Se sai che i grandi inquinatori sono di gran lunga India, Cina e Usa, perché tu Ue ti accanisci contro aziende e cittadini Ue? Più della metà delle emissioni di CO2 arriva da quei tre Paesi (fonte Global Carbon Atlas). Col bando alle termiche cosa risolvi? Nulla. Anzi, fai peggiorare le cose, sotto il profilo industriale e ambientale, subendo l’invasione dei cinesi. I quali a livello globale generano 10.668 milioni di tonnellate metriche di anidride carbonica (MtCO2), pari al 30,9% delle emissioni totali.
Tre fasi per le terre rare
Esistono tre step nella catena di approvvigionamento delle terre rare prima che i magneti permanenti possano essere prodotti: estrazione, separazione degli elementi e produzione di metalli o leghe. Quali ostacoli?
1) L’opposizione pubblica alle nuove miniere.

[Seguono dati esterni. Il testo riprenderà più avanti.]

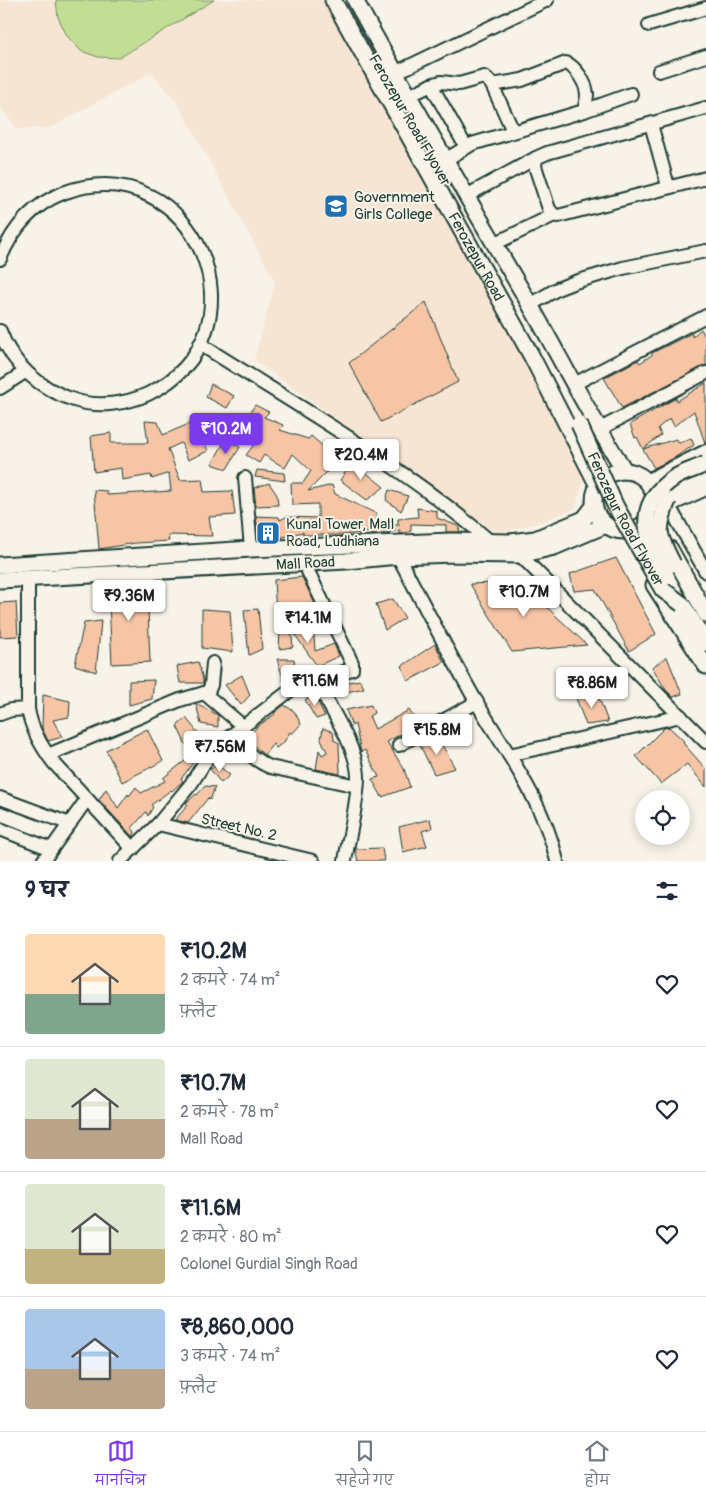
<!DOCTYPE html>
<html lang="hi">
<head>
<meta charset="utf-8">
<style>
  :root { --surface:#fff; --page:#f6f6f7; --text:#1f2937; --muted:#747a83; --line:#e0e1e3; --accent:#7c3aed }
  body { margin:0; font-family:Pangolin,"Playpen Sans Deva",sans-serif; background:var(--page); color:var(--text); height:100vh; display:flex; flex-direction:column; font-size:19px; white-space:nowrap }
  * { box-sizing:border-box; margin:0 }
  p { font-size:16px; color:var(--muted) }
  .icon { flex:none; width:28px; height:28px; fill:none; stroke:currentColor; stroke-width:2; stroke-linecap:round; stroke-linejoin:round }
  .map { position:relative; height:861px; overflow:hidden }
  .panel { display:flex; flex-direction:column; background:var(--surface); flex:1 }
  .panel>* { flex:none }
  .buttons { position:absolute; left:635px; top:790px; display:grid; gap:10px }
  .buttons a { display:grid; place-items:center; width:55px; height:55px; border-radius:50%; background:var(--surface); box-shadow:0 2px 12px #0003; font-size:25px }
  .price { position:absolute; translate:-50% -42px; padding:0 11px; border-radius:5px; background:#fff; color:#222; font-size:16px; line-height:32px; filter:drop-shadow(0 1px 2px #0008) }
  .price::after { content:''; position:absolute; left:50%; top:30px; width:15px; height:11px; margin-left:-8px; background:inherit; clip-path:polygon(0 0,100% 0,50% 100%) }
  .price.active { background:var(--accent); color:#fff }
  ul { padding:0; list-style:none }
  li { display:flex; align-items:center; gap:15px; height:125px; padding:0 25px }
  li+li { border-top:1px solid var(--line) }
  li span { display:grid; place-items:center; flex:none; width:140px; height:100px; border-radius:5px; color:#555 }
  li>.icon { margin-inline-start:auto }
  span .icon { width:60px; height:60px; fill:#fffc; stroke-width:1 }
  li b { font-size:21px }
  h2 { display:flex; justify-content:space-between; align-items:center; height:60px; padding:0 25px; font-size:21px }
  .menu { display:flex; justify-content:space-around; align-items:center; height:70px; border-top:1px solid var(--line); background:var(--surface); font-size:14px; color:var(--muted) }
  .menu a { display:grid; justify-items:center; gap:2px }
  .menu .active { color:var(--accent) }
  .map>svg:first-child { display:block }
</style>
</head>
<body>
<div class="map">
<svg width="706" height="861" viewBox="0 0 706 861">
  <rect width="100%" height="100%" fill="#f7f3e8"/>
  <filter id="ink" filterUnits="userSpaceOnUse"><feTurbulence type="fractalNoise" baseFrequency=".02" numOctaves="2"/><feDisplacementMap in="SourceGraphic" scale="10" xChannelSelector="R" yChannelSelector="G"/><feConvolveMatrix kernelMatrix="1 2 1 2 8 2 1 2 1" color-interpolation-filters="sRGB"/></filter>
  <g filter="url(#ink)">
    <path fill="#f7e5d4" d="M0,0H322L580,453L584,478L575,509L540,522L497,534L254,360L275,282L177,102L151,73L50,128L17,129L0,107Z"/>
    <path fill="#c2dd94" stroke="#708d64" d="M56,0H214L119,58L98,57L81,51L67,36L58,17Z"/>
    <g fill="#f6c5a6" stroke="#1f3d34">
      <path d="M426,302L458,382L381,422L349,363Z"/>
      <path d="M701,329L706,338V365L622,408L604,378L638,360L640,363L652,355V353L692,333V337Z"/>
      <path d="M706,383V443H705L694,411L674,426L670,418L658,428L661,435L643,449L637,437L635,438L630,424L676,398L677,401Z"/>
      <path d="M211,384L234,396L227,408L206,397Z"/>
      <path d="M255,405L269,412L264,417L283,425L280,430L308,439L311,436L338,459L328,471L326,469L327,472L308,491L332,485L335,494L377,514L373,525H400L398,524V519L418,517L417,508L437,511V518L458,526L460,532H446V525L411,524V531L402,534H400V530L377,535H371L370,532L343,535H303V532L279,538L264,539L262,524L257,525L256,516L279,517L280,520L286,517L318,518V504L292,505L291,483H303L311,471L293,454L285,468L264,455L259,463L246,455L256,442L239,429Z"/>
      <path d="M145,421L158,422L163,435L196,421L208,451L188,460L181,443L168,449L180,480L202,479L204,492L232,491L235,515L209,517L212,536L168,535L169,541L136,543L99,549L94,490L107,491V495L171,491L169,473L152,479L151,475L122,480L121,468L94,472L91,436L111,433V443H148Z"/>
      <path d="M691,438L694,445L674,458L654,468L643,449L676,439L679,443Z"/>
      <path d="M226,439L240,447L227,469L212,464Z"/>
      <path d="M355,459L366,469L364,471L384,487L367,500L340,480Z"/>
      <path d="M257,470L284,473L285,481L255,477Z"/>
      <path d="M269,483L277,495L278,505L256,506L254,488Z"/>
      <path d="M389,490L408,496L401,511L386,500Z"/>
      <path d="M616,558L656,634L629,651L595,589L574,591L570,574Z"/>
      <path d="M302,577L320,614L276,615L274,580Z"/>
      <path d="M147,581L150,662L112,664L108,583Z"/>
      <path d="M520,582L587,645L512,652L470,584Z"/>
      <path d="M393,599L405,618L385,630L376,604Z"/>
      <path d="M16,602L18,636L0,637V603Z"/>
      <path d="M202,609L230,611L233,652L202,648Z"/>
      <path d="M258,609L262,649L249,655L244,610Z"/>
      <path d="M101,621L96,672L75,665L84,623Z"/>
      <path d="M313,622L315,651L334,644L339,656L317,666L291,629L293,647L279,649L280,632Z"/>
      <path d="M435,644L444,662L408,681L402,666Z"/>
      <path d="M667,657L682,694L673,697L666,690L652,667Z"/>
      <path d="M277,659H294L296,679L284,681Z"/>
      <path d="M198,662L203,679V683H180L177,666Z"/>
      <path d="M242,675L250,695L241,705L225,685Z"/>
      <path d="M154,680L152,699L129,705V681Z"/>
      <path d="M360,680L364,688L333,695L331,685Z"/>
      <path d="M596,690L608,722L586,725L576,698Z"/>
      <path d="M43,695L70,701L69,717L53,720L62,737L48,741L42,728Z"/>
      <path d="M314,695L325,716L316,719L305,700Z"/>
      <path d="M196,704L218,715V727L201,724Z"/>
      <path d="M284,705L294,711L301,724L292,734L290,732L284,742L276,748L273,744L264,755L246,738L258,726L275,714L274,713Z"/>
      <path d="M371,705L374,713L369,716L375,729L409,710L418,724L387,742L404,769L410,787L382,797L372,779L379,777L365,750L361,752L355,724L352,726L346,710Z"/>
      <path d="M186,718L199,734L186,745L177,726Z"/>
      <path d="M669,727L684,741L683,743L706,769V787L687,764L661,784L636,756L664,728Z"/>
      <path d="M323,728L333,732L334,740L339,743L340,774L316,769L319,750L322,755L327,752L321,739Z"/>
      <path d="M147,729L163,761L122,782L106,750Z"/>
      <path d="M438,738L455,768L434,774L419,743Z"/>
      <path d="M190,757L195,760L181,779L183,781L172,791L171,790L151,805L153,807L148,816L146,812L132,828L135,832L133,837L99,800L106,789L118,808L128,794L129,796L136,787L141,793L165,781L163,778Z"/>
      <path d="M218,765L230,775L221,783L210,769Z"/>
      <path d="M205,786L215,787L210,800L208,798L188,823L175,820L188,805L186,803L196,794L197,795Z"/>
      <path d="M430,819L432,828L422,831L427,846L403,852L399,827Z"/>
      <path d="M382,848L384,861H358L355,849Z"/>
    </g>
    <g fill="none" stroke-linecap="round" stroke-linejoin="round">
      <g stroke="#1f3d34" stroke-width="16">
        <g id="minor">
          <path d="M649,25L706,8"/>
          <path d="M659,71L706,56"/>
          <path d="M395,73L547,0"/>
          <path d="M431,85L441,82L459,84L484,77L488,80L492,85L522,80L566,63C576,67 586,83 587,94C587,100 585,105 584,111L472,144L445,160"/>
          <path d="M492,85L513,131"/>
          <path d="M409,96L431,85L466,147"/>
          <path d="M706,108L547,153L536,158L535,166L549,209L554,215L558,216L706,178"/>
          <path d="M584,111L631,94"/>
          <path d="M651,124L668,186"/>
          <path d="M466,196L536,158"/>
          <path d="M494,244L554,215"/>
          <path d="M0,259C12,230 32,205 63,193C195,145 273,334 148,394C126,404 98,408 74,400C40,389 12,365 0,331"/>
          <path d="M530,305L557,289L575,282L623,268L706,251"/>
          <path d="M200,344C299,407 402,465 491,542"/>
          <path d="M574,384L706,316"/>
          <path d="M0,388L25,372"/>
          <path d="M598,430L706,373"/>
          <path d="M245,478L251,549"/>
          <path d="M646,481L706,451"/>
          <path d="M675,503L706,489"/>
          <path d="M669,506L706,572"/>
          <path d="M520,555L706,742"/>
          <path d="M398,556C424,605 449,654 477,703C507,753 544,803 557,861"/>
          <path d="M28,579V709C31,728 41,746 53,762L133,849"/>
          <path d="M316,681C329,706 358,749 358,777C358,801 349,836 345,861"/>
          <path d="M204,693L244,727"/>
          <path d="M0,714L11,710L28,709"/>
          <path d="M232,735C244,749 253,760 270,767L357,786"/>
          <path d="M399,745L477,702"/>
          <path d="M48,755L180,700L208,692L211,685L213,663"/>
          <path d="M509,755L681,716"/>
          <path d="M0,798L70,824"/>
          <path d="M158,824L313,861"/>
          <path d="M0,829L51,849"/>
          <path d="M43,861L87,799"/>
          <path d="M120,861L158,824L191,784L208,757L232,735L292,689L352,669V663L304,563"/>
        </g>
      </g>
      <g stroke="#1f3d34" stroke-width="19">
        <g id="major">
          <path id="s1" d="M333,0L531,355L598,486"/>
          <path d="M355,0C411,102 470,202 529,303C561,359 590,417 625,471"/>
          <circle cx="624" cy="501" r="30"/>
          <path d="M668,500L706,478"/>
          <path d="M670,549L706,614"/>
          <path d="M0,565L251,549L451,541L510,542L535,539L584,519L594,506"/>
          <path id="s2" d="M0,580L346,561L398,556L454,554L520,555L554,547L606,525"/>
          <path d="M654,585L706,666"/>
          <path d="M682,604L706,643"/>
        </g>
      </g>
      <use href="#minor" stroke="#f7f3e8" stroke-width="12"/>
      <use href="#major" stroke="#f7f3e8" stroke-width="15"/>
      <g stroke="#1f3d34" stroke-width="19" stroke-linecap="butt">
        <g id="major-bridge">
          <path id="s3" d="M579,424L616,507L663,590L682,604"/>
          <path d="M668,500C656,531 658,535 673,564"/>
          <path d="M667,577C647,540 631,507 674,478C683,472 696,469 706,464"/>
        </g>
      </g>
      <use href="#major-bridge" stroke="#f7f3e8" stroke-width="15"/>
    </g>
  </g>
  <defs>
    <g id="university-square" transform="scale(1.25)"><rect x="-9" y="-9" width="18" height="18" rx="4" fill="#1f6fb2" stroke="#f7f3e8"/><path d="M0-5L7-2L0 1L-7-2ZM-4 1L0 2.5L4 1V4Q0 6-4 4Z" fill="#fff"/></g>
    <g id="building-square" transform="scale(1.25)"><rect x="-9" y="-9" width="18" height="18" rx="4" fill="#1f6fb2" stroke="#f7f3e8"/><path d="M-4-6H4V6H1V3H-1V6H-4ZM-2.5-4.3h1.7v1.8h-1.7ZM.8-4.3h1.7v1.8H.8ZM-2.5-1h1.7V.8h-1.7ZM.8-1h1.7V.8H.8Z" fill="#fff"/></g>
  </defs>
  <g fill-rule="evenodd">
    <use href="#university-square" x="336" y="206"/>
    <use href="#building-square" x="268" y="533"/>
  </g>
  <g text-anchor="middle" stroke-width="4" stroke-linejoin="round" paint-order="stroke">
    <g font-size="15" fill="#1f3d34" stroke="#f7f3e8">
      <text transform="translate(410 120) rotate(60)" y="5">Ferozepur Road Flyover</text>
      <text dy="5" stroke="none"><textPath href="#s1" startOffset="294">Ferozepur Road</textPath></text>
      <text dy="5" stroke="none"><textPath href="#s3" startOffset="106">Ferozepur Road Flyover</textPath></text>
      <text dy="5" stroke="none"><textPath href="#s2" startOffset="306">Mall Road</textPath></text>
      <text transform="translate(239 827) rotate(13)" y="5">Street No. 2</text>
    </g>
    <g font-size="15" fill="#1f3d34" stroke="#f7f3e8" text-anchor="start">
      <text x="354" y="202">Government<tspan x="354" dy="17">Girls College</tspan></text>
      <text x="286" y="529">Kunal Tower, Mall<tspan x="286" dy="17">Road, Ludhiana</tspan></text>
    </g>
  </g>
</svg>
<div class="buttons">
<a><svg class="icon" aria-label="locate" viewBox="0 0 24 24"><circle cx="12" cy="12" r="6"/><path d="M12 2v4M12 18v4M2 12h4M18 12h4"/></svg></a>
</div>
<b class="price active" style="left:226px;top:455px">₹10.2M</b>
<b class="price" style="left:361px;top:481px">₹20.4M</b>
<b class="price" style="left:524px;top:618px">₹10.7M</b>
<b class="price" style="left:129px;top:622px">₹9.36M</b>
<b class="price" style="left:308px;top:644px">₹14.1M</b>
<b class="price" style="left:315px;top:707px">₹11.6M</b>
<b class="price" style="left:592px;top:709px">₹8.86M</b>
<b class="price" style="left:437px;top:756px">₹15.8M</b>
<b class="price" style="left:220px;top:773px">₹7.56M</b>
</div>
<section class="panel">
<h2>9 घर<svg class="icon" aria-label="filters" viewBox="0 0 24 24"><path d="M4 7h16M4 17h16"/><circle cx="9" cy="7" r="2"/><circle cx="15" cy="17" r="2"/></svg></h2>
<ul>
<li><span style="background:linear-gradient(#ffd9b3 60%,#7fa58c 0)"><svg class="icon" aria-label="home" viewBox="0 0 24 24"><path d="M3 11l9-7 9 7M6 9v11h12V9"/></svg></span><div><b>₹10.2M</b><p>2 कमरे · 74 m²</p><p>फ़्लैट</p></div><svg class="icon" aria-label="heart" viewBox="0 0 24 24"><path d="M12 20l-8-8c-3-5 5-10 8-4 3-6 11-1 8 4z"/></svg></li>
<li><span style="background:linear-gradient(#dfe7d0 60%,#b9a48a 0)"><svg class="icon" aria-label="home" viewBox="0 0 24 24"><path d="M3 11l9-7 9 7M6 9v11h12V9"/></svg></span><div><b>₹10.7M</b><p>2 कमरे · 78 m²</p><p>Mall Road</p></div><svg class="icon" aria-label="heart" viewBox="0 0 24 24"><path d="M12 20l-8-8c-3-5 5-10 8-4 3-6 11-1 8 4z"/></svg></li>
<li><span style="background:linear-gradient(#dfe7d0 65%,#c2b280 0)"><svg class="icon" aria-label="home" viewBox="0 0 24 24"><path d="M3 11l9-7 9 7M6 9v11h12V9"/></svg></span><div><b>₹11.6M</b><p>2 कमरे · 80 m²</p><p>Colonel Gurdial Singh Road</p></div><svg class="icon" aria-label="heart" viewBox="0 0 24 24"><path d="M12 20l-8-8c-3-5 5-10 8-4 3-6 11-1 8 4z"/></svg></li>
<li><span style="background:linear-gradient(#a9c7e8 60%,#b9a48a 0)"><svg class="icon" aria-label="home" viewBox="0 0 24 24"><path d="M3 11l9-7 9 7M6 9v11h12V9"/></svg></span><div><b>₹8,860,000</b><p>3 कमरे · 74 m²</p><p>फ़्लैट</p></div><svg class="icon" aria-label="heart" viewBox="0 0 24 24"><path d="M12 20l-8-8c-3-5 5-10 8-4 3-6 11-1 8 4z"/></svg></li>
</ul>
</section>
<nav class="menu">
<a class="active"><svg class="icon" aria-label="map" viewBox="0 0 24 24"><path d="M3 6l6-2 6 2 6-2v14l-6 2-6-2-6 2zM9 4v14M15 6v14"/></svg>मानचित्र</a>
<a><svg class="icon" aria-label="saved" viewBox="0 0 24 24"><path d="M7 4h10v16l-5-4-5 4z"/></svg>सहेजे गए</a>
<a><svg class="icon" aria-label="home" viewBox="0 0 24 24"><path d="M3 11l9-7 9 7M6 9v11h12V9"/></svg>होम</a>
</nav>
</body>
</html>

2) Il cauto sostegno da parte dell’industria europea che beneficia delle importazioni cinesi a basso costo.
3) I finanziamenti limitati.
4) La domanda incerta poiché la crescita delle vendite di veicoli elettrici vacilla.
Giacimenti non sfruttati dall’Ue
Paradosso: il continente europeo dispone di ricchi giacimenti di terre rare, ma attualmente non c’è nessuna attività estrattiva. Sulla carta, esisterebbe il progetto Norra Karr nella Svezia meridionale. Problema: tutto paralizzato da 10 anni. L’opposizione degli ambientalisti di sinistra ferma tutto: la produzione delle terre rare, dicono, inquina il globo terracqueo. Senza autorizzazioni ambientali del governo del Paese scandinavo, non parte niente. Idem il progetto di estrazione di terre rare a Sokli in Finlandia: servono la valutazione dell’impatto ambientale e l’autorizzazione dell’esecutivo. Si arriverà belli dritti spediti e filati al 2030, anno in cui la Cina sarà diventata ancora più gigantesca in materia di terre rare.
Non si fanno soldi con le terre rare
Persiste il guaio del dio denaro legato alle terre rare: oggi, in Europa, il loro prezzi sta crollando. Quindi investire quattrini in questi minerali non è redditizio. Servirebbe un duplice sostegno: da parte dell’Ue e dei singoli governi alle aziende private per estrazione e lavorazione di quel bene così prezioso ai fini delle auto elettriche. Ma non arriva un euro. Come per le vetture a batteria: incentivi finiti. Risultato: la Cina stra forte nella produzione di macchine a corrente, di batterie, di terre rare. Ue che mette al bando il termico nel 2035, e Dragone che ringrazia, incassa e festeggia. Coi dazi Ue anti cinesi che fanno il solletico alle aziende orientali: si rifaranno vendendo più veicoli. Un boomerang che solo un masochista poteva partorire.
L’eccezione: aziende europee con attività in Cina
Per sfuggire alle negatività che fanno perdere in Ue, alcune aziende europee nel campo delle terre rare hanno attività in Cina, dove si respira aria di vittoria. Sono società spesso che hanno joint venture con aziende locali. Come la Neo Performance Materials. Ha un impianto per la separazione delle terre rare in Estonia: capacità annua fino a 2.000 tonnellate nel 2027, abbastanza magneti per alimentare 1,5 milioni di veicoli elettrici. Magneti che costicchiano: 300 dollari per auto, fino alla metà del valore del motore. Permane così lo spettro di un’Europa imbranata che fa un piacere via l’altro a Xi Jinping. Il numero uno cinese osserva, sorride e passa all’incasso.